An expert in products liability and torts, Vandall’s 1994 article, “Suits by Public Hospitals to Recover Expenditures for the Treatment of Disease, Injury and Disability Caused by Tobacco and Alcohol,” was one of the first to show how tobacco companies could be held liable for damages.

Vandall’s work revealed a chink in Big Tobacco’s armor, one anti-tobacco lawyers pounced on. That effort eventually led to the $206 billion settlement in 1997; the money was distributed to the states to cover health care costs related to smoking and led to a curtaining of cigarette advertising, specifically to minors.

Coincidentally, one of the first issues addressed by the University Senate this year is the question of whether Emory should become a smoke-free campus. Raised by the Employee Council in October, the issue touched off an energetic debate at that month’s Senate meeting. The discussion will come up again in November or later.

Proposals range from a completely smoke-free campus to a smoke-free barrier in front of building entrances to designated smoking shelters outside buildings (the Centers for Disease Control and Prevention have a similar plan) to no changes in smoking policy at all.

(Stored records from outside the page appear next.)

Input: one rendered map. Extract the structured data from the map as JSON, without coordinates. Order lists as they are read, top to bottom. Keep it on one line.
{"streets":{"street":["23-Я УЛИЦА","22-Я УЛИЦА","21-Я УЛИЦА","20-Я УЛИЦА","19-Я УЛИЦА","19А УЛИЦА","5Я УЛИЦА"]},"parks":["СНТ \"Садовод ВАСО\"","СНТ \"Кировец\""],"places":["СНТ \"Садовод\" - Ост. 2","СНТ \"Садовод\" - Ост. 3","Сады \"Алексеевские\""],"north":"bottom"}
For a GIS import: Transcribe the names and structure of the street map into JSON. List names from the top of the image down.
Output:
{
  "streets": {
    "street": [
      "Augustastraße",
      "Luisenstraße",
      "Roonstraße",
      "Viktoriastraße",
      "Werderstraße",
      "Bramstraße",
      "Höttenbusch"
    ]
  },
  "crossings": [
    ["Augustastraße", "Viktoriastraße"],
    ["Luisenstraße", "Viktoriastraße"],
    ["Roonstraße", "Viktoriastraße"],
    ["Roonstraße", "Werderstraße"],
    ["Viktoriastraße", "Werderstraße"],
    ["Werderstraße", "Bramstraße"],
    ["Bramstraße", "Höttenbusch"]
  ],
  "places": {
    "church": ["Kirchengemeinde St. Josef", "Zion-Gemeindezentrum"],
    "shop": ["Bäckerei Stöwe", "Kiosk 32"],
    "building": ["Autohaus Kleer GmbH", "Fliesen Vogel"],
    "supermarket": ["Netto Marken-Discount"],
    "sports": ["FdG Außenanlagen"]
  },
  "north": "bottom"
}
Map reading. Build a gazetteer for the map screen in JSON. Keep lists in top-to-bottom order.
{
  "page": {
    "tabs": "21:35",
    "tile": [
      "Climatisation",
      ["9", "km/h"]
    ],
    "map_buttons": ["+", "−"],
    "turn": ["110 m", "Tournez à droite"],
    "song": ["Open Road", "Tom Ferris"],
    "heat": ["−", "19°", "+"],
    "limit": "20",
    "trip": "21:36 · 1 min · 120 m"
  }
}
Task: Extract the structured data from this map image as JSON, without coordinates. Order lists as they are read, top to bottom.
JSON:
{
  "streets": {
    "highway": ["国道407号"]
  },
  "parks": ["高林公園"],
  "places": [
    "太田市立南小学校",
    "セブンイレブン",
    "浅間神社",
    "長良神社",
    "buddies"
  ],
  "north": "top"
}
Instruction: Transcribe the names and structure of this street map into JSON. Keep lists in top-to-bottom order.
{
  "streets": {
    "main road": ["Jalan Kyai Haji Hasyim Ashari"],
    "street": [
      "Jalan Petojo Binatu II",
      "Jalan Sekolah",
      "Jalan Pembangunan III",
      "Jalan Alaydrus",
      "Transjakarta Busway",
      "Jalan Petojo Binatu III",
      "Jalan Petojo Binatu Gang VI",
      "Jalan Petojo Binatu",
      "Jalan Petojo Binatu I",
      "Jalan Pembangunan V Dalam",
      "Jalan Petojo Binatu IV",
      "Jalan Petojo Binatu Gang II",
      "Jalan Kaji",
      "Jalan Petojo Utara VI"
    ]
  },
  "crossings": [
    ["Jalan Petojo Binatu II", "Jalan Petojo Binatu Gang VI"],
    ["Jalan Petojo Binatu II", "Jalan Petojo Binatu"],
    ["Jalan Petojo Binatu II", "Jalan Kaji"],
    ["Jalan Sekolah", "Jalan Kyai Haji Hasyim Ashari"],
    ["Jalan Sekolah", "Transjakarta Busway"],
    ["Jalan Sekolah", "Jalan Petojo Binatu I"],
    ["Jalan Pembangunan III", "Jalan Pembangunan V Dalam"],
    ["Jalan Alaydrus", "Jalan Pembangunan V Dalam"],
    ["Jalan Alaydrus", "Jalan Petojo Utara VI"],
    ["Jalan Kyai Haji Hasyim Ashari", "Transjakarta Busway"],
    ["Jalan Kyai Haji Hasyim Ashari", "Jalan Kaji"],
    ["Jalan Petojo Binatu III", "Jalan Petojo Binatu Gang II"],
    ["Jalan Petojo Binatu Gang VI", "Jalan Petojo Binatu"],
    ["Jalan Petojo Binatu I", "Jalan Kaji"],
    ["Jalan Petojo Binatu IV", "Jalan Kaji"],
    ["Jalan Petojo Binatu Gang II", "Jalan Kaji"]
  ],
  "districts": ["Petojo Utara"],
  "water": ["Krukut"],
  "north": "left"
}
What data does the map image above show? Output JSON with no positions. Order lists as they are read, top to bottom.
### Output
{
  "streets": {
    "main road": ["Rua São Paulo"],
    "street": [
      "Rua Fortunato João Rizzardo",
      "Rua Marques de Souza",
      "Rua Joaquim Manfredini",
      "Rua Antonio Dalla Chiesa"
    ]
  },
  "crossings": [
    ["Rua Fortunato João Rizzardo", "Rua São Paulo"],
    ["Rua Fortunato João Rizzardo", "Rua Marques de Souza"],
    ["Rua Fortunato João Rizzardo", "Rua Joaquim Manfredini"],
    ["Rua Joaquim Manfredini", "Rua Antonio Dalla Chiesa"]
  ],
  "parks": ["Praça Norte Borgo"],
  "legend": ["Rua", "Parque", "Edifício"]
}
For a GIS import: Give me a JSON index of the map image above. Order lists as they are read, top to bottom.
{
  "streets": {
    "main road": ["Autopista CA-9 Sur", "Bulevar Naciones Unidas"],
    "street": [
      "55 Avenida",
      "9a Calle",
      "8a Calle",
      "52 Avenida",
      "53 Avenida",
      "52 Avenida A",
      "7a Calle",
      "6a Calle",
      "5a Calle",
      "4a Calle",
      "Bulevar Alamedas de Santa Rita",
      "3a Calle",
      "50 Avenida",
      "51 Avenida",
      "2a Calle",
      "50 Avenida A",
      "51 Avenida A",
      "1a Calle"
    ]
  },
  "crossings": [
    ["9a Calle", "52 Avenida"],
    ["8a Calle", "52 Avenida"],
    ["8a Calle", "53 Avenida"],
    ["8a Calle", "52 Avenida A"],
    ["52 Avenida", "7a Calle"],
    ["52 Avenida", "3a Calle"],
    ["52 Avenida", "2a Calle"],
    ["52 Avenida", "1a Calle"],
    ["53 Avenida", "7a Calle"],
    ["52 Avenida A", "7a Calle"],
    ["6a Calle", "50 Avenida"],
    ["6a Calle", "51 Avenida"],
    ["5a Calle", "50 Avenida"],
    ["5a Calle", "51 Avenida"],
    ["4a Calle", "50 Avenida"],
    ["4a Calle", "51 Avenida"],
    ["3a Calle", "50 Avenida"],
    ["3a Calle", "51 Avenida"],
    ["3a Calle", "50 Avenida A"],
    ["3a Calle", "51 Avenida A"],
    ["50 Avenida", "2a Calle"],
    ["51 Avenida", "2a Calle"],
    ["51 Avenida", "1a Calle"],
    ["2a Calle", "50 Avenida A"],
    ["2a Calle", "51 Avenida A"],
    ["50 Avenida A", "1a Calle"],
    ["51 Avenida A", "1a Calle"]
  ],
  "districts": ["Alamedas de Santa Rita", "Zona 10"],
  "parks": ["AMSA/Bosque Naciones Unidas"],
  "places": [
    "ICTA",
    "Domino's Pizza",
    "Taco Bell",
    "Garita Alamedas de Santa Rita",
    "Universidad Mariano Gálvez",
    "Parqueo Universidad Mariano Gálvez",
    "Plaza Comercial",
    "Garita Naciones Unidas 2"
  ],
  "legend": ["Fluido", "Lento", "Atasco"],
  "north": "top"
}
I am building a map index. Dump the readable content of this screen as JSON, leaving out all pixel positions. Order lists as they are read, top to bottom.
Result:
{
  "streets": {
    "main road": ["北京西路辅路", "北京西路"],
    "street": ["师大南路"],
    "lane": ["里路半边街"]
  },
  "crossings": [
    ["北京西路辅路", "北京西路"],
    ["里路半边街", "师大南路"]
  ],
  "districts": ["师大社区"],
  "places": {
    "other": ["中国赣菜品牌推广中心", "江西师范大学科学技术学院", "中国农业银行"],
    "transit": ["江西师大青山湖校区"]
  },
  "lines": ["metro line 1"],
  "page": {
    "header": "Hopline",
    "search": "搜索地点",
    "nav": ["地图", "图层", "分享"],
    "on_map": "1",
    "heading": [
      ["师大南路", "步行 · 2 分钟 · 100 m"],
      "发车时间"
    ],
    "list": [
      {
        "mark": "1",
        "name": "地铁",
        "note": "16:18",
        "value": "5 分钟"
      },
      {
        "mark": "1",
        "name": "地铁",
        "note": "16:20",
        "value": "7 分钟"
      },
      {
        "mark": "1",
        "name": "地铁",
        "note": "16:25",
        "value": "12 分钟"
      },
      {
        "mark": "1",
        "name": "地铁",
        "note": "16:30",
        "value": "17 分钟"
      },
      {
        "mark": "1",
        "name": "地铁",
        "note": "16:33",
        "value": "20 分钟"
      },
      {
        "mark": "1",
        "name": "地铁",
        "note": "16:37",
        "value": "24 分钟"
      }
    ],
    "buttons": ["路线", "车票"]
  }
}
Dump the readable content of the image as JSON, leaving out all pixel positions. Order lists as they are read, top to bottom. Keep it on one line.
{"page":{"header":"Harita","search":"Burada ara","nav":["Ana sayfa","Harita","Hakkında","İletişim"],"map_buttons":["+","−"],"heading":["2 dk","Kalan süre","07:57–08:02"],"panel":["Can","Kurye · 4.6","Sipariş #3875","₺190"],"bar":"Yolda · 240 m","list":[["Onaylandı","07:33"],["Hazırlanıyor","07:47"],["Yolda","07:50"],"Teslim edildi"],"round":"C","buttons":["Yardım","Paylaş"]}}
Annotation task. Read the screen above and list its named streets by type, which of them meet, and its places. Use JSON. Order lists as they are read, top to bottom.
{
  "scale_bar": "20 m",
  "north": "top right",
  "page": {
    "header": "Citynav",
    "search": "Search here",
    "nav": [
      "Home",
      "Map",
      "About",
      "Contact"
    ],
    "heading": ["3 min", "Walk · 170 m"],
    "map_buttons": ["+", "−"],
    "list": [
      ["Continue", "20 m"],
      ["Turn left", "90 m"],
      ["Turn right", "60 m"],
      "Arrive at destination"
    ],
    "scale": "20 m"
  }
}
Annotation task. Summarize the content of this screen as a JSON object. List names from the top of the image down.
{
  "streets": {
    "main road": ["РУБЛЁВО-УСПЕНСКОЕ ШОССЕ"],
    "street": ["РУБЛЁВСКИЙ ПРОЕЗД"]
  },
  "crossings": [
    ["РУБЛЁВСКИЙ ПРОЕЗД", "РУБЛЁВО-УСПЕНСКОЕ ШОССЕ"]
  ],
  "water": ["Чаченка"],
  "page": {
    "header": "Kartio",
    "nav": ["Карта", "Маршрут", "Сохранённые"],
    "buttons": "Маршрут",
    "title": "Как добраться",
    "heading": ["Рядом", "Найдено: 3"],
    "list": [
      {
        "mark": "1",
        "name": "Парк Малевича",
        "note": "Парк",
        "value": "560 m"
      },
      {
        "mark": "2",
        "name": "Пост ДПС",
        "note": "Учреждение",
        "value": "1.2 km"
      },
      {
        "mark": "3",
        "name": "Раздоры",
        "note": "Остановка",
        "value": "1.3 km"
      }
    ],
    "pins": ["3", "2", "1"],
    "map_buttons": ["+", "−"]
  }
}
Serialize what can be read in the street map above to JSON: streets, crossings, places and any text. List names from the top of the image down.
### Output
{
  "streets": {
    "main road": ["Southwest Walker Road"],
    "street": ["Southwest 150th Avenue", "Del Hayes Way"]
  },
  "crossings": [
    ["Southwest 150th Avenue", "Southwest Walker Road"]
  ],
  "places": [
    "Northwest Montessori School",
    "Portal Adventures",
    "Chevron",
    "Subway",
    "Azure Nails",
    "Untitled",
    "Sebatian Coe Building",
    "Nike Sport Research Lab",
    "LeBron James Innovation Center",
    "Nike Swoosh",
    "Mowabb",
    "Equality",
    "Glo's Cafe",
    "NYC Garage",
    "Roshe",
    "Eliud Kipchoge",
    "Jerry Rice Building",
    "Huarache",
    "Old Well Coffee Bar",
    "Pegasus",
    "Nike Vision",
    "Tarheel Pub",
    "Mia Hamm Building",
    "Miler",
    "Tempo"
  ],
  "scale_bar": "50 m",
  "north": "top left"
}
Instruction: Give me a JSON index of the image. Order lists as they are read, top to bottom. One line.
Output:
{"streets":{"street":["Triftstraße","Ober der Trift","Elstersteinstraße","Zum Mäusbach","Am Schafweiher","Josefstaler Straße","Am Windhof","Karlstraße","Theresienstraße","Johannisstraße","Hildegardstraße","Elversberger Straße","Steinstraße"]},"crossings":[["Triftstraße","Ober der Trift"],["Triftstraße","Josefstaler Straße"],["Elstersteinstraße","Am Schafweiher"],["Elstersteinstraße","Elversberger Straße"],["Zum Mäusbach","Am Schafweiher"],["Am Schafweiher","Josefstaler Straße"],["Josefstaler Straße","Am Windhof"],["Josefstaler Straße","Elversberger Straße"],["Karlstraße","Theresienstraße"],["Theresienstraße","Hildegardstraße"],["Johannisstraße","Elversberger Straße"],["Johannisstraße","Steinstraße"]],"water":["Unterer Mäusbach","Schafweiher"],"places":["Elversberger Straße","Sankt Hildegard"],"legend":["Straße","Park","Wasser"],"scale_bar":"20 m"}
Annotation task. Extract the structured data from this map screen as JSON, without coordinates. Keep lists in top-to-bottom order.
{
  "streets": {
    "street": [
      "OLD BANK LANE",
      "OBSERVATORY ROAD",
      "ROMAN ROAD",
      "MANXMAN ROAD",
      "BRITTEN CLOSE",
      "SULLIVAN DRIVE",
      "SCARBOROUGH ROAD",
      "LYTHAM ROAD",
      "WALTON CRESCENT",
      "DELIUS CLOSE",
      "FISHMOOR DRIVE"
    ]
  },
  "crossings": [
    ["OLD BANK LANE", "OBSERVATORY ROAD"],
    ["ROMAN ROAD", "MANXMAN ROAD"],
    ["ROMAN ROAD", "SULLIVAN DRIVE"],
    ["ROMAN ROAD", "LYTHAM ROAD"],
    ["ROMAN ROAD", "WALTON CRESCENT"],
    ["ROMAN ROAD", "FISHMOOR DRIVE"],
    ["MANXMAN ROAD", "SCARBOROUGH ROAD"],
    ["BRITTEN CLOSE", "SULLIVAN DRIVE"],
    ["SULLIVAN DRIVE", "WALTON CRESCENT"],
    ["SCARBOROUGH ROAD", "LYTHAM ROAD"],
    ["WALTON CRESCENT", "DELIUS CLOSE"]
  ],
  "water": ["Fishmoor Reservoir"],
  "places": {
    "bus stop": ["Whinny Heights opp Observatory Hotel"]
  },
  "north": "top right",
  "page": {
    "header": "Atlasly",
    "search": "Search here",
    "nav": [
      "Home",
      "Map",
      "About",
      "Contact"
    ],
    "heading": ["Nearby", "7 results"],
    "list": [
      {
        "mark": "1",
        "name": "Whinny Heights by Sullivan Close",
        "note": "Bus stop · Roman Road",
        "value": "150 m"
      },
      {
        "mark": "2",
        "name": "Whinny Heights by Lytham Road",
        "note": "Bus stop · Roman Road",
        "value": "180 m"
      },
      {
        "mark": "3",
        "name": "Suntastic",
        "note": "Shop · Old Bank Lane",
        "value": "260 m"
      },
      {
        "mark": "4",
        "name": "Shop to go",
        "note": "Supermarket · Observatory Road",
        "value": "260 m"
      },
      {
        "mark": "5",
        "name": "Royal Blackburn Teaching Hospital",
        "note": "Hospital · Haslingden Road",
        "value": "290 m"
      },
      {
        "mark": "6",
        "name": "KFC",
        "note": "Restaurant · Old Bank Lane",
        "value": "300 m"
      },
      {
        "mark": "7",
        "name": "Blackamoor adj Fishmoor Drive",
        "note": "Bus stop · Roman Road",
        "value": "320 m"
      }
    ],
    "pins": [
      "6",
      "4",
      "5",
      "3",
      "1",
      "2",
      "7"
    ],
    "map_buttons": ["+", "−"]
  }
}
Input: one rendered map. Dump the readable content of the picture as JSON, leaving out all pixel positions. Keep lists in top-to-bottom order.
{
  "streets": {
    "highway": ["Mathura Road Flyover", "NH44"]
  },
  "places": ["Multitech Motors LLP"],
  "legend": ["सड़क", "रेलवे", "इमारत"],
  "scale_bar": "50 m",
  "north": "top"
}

“Anyone who does research with tobacco, be they in the legal sector or the medical sector, soon realizes that tobacco is enormously destructive of individual health, as well as the family,” Vandall said. “The issue being raised by the staff is that they are concerned about secondhand smoke and feel, as employees of Emory, they should not have to breathe a toxic, cancer-causing substance.”

Vandall said the November meeting will feature input from students and hospital personnel, adding that a plan as drastic as eliminating smoking from campus completely would be a difficult one to implement.

“We’ll try and see what’s feasible,” Vandall said.

The ongoing smoking debate is just one of the ways Vandall’s vision of a proactive University governance system has begun to display itself.

“I hope that by the end of the [academic] year we will have shifted from sitting back and waiting to hear from the administration to working closely with the administration on important questions such as budget and academic direction, so that faculty and staff can have a greater voice in University governance,” he said.

Off campus, one of Vandall’s main hobbies is sailing, and several pictures of sailboats are scattered throughout his office in Gambrell Hall. He owns three sailboats, one he keeps at a lake home in western Maryland, a second in his driveway and a third on Lake Lanier. He sails all of them competitively, sometimes joined by his wife Sheila.

“Sailing looks to be a very relaxing activity, but it is actually very demanding mentally as well as physically,” Vandall said. “You are never sitting still, and you are never allowed to daydream.”

Vandall competes with the Lake Lanier Sailing Club, and in 2000 he won both the spring and fall series races in the MC class (an MC is a 16-foot, single-sail scow). He also was the fleet champion in a Flying Scot at Deep Creek, Md.

Back on dry land at Emory, the 2001–02 academic year could prove to be interesting to Vandall in ways beyond the Senate and Faculty Council. His son Josh, a third-year law student at Emory, will graduate in May (Vandall also has a 28-year-old daughter, Megan; Josh is 25). Vandall has yet to teach him, but he said Josh has “threatened” to take a course with him in the spring on products liability.

Asked what he thought of the possibility of teaching his son, Vandall considered his answer for just a moment and smiled.

“I’m looking forward to the experience,”he answered.